--- WORK ITEM ---
With the pictures omitted, transcribe each line below exactly as it is.

--- DATASET EXCERPT ---
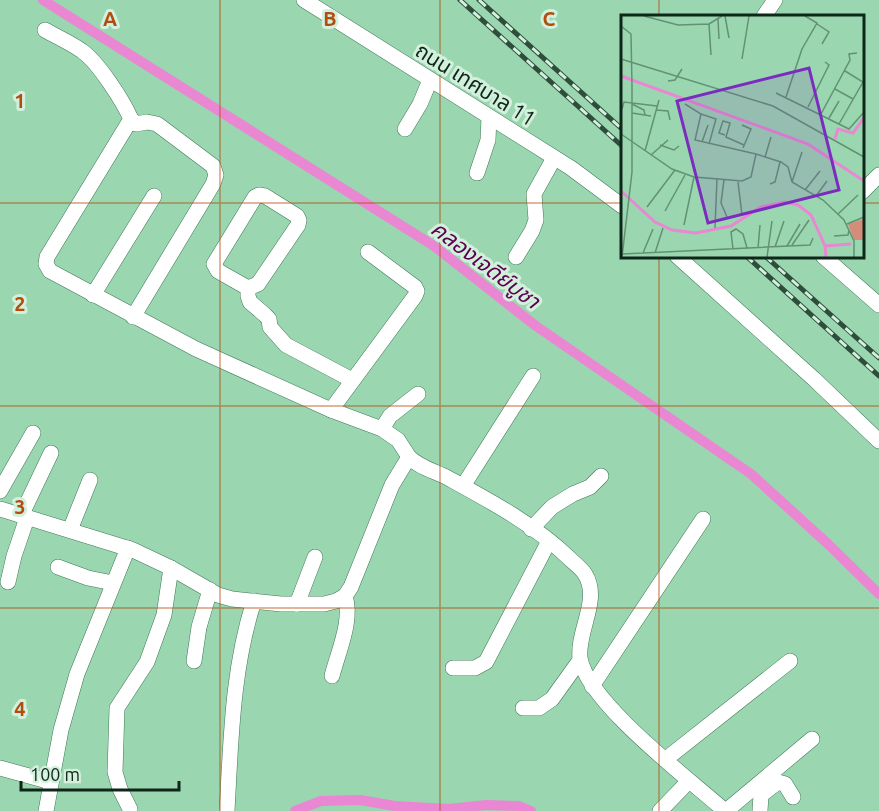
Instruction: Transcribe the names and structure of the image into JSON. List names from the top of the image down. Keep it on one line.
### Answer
{"streets":{"street":["ถนน เทศบาล 11"]},"water":["คลองเจดีย์บูชา"],"scale_bar":"100 m","grid":{"columns":["A","B","C"],"rows":["1","2","3","4"]}}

--- EXERCISE RESULT ---
Instruction: Transcribe the names and structure of the image into JSON. List names from the top of the image down. Keep it on one line.
### Answer
{"streets":{"street":["ถนน เทศบาล 11"]},"water":["คลองเจดีย์บูชา"],"scale_bar":"100 m","grid":{"columns":["A","B","C"],"rows":["1","2","3","4"]}}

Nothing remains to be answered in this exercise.